药品质量监督的英文

药品监督管理是指国家授权的行政机关，依法对药品、药事组织、药事活动、药品信息进行管理和监督;下面小编为大家整理的药品质量监督的英文，希望对大家有用!

药品质量监督的英文

The purpose of drug quality control is to eensure drug quality, guarantee drug safety, safeguard people’s health and legal rights of medication safety, with its contents of medicines management, pharmacy organization and management, management of licensed pharmacist.

All institutions or individuals engaged in research, production, distribution, use and administration and supervision of drugs in the People’s Republic of China shall abide by drug control law of the People’s Republic of China.

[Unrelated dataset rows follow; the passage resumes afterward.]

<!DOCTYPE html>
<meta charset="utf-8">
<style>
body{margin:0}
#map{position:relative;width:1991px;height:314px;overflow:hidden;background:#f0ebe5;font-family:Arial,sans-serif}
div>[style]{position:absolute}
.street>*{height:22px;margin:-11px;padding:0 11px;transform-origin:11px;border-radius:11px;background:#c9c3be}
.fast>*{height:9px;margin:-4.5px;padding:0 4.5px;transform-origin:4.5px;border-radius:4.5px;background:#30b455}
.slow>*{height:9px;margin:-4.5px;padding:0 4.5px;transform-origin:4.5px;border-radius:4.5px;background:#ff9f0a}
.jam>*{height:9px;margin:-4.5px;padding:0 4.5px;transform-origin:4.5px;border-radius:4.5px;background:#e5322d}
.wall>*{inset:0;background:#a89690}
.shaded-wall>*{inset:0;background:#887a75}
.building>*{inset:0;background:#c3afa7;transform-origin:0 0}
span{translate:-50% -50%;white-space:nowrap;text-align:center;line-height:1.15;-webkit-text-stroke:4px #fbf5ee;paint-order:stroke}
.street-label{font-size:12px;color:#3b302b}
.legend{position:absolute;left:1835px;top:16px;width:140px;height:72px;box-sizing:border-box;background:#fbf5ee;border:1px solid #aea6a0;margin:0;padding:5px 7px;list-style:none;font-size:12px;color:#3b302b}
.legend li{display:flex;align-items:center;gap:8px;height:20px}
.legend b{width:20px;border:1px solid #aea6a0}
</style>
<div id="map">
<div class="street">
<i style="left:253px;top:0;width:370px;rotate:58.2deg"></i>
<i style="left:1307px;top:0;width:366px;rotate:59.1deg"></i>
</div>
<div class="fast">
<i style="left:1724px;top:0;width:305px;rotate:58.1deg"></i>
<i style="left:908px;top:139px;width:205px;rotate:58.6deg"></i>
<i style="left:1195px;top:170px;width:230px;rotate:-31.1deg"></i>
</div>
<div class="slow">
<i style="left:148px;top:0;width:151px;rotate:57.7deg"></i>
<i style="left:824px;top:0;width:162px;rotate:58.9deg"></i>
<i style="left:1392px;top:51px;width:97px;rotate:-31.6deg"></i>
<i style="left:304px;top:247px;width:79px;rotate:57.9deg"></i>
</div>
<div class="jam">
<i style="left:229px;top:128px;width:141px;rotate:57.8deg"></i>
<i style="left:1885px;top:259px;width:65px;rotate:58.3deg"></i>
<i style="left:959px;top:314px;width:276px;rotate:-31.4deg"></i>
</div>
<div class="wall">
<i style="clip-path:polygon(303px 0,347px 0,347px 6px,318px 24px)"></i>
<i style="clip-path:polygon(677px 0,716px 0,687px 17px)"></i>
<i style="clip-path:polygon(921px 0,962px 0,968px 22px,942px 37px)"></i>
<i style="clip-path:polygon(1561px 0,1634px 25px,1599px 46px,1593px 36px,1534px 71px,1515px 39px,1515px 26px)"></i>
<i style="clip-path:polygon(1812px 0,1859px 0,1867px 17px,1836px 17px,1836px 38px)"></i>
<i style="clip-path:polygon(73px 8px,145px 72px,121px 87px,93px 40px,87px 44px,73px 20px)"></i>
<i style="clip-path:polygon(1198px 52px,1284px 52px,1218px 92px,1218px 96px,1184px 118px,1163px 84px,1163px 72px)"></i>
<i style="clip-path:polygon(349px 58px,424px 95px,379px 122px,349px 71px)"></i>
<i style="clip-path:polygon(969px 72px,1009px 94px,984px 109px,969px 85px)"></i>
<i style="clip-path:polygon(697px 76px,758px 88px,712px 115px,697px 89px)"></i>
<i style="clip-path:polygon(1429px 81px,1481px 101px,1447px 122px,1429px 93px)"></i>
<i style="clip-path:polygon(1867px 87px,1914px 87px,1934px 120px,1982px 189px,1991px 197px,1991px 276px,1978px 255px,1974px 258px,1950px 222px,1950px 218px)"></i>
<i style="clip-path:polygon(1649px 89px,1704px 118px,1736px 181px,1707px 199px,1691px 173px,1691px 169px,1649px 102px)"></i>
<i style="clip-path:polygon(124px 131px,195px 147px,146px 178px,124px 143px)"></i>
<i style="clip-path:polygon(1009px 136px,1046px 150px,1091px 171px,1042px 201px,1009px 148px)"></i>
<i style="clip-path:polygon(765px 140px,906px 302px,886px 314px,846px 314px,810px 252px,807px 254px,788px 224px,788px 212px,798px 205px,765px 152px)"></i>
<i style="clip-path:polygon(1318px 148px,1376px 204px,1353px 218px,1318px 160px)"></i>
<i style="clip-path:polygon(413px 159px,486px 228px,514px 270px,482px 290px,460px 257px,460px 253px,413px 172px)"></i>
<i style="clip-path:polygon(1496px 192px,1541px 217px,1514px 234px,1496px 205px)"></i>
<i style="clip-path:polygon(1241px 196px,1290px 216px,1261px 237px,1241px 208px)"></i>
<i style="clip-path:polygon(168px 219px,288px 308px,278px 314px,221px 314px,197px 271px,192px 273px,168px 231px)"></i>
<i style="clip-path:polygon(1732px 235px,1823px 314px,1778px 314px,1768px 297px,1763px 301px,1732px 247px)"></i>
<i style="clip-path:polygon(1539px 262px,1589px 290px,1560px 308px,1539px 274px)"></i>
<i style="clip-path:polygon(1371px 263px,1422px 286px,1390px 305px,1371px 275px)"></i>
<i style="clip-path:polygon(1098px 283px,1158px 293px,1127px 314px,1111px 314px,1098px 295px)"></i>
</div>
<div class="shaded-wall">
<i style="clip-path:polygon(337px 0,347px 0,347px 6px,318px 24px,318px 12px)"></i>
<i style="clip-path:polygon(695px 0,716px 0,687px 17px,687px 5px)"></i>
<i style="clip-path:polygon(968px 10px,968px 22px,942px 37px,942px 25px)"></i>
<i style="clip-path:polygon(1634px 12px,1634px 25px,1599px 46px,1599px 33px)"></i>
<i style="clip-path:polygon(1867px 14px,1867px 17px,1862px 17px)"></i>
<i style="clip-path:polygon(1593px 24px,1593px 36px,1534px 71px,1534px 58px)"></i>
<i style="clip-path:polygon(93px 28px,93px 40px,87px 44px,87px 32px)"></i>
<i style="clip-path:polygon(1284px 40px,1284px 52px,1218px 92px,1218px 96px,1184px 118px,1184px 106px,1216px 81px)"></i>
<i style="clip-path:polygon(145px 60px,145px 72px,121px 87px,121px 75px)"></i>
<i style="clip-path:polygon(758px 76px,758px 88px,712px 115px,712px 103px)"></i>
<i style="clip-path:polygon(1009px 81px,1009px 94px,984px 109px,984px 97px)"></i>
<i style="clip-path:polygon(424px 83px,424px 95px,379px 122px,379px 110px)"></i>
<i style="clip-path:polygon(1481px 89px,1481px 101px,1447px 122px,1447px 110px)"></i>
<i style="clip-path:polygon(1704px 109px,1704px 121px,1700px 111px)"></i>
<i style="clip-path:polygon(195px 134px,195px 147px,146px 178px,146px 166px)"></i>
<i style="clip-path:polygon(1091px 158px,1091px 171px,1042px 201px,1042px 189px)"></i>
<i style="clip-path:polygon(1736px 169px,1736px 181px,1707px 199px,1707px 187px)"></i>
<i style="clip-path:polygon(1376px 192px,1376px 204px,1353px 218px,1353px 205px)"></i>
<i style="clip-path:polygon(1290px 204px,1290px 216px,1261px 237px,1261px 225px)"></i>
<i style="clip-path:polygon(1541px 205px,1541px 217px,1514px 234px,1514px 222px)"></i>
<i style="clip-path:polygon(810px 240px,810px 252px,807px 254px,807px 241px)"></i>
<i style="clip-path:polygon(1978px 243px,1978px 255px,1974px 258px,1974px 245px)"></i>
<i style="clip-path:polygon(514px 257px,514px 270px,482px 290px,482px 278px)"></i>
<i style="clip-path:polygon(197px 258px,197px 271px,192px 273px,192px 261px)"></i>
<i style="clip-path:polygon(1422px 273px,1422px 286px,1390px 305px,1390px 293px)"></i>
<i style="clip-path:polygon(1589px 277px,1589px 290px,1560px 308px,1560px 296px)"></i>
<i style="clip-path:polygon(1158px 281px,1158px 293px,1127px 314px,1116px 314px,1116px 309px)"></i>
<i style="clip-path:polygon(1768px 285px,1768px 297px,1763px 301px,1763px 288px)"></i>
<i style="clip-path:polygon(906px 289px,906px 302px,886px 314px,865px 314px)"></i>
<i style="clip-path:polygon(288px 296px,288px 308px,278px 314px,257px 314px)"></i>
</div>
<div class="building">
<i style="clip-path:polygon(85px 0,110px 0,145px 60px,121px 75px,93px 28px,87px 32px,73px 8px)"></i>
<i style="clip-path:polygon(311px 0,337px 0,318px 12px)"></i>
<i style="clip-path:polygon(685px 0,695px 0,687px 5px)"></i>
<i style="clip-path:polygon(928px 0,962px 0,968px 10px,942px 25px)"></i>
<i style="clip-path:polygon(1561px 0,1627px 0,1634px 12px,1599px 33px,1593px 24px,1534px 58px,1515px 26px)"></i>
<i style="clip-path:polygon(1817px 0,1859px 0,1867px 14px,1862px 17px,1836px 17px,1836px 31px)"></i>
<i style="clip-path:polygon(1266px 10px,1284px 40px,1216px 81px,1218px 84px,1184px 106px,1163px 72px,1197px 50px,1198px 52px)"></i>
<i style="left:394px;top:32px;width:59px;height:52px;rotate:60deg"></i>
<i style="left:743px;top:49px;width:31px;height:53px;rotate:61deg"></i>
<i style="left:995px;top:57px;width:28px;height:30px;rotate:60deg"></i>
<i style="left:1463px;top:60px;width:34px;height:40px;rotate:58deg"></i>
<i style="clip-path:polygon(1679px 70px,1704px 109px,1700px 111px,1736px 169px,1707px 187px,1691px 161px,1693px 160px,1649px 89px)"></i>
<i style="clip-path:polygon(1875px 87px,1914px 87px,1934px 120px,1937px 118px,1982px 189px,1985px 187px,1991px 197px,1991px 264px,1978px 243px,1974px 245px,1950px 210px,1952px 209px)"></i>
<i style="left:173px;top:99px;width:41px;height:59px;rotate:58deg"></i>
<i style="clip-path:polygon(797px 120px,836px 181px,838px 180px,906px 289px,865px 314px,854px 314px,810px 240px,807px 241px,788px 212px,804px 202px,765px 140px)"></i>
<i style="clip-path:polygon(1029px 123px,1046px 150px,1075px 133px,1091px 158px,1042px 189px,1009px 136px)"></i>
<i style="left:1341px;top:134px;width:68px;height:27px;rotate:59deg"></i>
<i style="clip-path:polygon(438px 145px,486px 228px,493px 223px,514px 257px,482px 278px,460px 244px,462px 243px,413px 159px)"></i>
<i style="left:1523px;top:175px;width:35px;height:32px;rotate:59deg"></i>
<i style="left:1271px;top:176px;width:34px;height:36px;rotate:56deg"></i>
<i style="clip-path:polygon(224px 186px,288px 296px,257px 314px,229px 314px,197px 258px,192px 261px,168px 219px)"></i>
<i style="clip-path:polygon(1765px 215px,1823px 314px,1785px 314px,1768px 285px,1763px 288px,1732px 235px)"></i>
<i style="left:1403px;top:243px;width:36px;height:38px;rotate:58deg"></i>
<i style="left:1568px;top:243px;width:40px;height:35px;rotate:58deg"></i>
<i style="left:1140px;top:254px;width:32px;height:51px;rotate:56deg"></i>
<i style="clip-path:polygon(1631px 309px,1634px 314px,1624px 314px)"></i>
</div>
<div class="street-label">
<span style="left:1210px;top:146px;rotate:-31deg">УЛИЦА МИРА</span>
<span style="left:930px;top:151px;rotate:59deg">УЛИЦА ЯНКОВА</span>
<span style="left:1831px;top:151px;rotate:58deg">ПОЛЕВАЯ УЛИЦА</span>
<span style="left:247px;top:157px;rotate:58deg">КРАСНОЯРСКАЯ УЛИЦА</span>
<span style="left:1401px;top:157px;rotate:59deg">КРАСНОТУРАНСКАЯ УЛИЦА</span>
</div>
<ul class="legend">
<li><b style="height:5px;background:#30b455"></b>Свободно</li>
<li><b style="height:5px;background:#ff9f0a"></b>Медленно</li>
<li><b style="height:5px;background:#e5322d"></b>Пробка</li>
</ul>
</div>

The drug regulatory agency of the State Conical shall be responsible for drug regulation in their administrative areas. The drug quality control laboratories established or designed by drug regulatory agencies shall undertake the responsibility for drug testing required for conducting drug review and approval and controlling drug quality pursuant to the law.

When giving approval to the newly-established manufacturer, the drug regulatory agency shall see to it that the development programs and policies set by the State for the pharmaceutical industry shall be complied with so as to prevent duplicate construction.

Any drug manufacturer to be established shall meet the following requirements:

(1) Stuffed with legally qualified pharmaceutical and engineering professionals and the necessary technical workers.

(2) Provided with the premises, facilities and clean environment required for drug manufacturing.

(3) Having qualified management and control units and personnel capable of quality management of testing for drugs to be produced and necessary instruments and equipment.

(4) Establishing rules and regulations to govern the quality of drugs.

When manufacturers make any change in the production process that may affect the drug quality, they shall submit the change to the original authority for reviewing and approval. Active pharmaceutical ingredients and recipients for the manufacturer of pharmaceutical products shall meet the requirement for medicinal use. Drug manufacturer shall perform quality test and of their products.

A drug distributor to be established shall meet the following requirements:

(1) Stuffed with legally qualified pharmaceutical and engineering professionals.

(2) Provided with the business operation premises, equipment, ware houses and clean environment required for drug distribution.

(3) Having the quality control units or personnel adaptable the drugs to be distributed.

(4) Establishing rules and regulations to govern the quality of drugs to be distributed.

Chinese crude drugs can be sold at fairs in urban and rural areas, except for those specified by the State Council. No pharmaceutical preparations dispended by medical institutions are permitted to be marketed.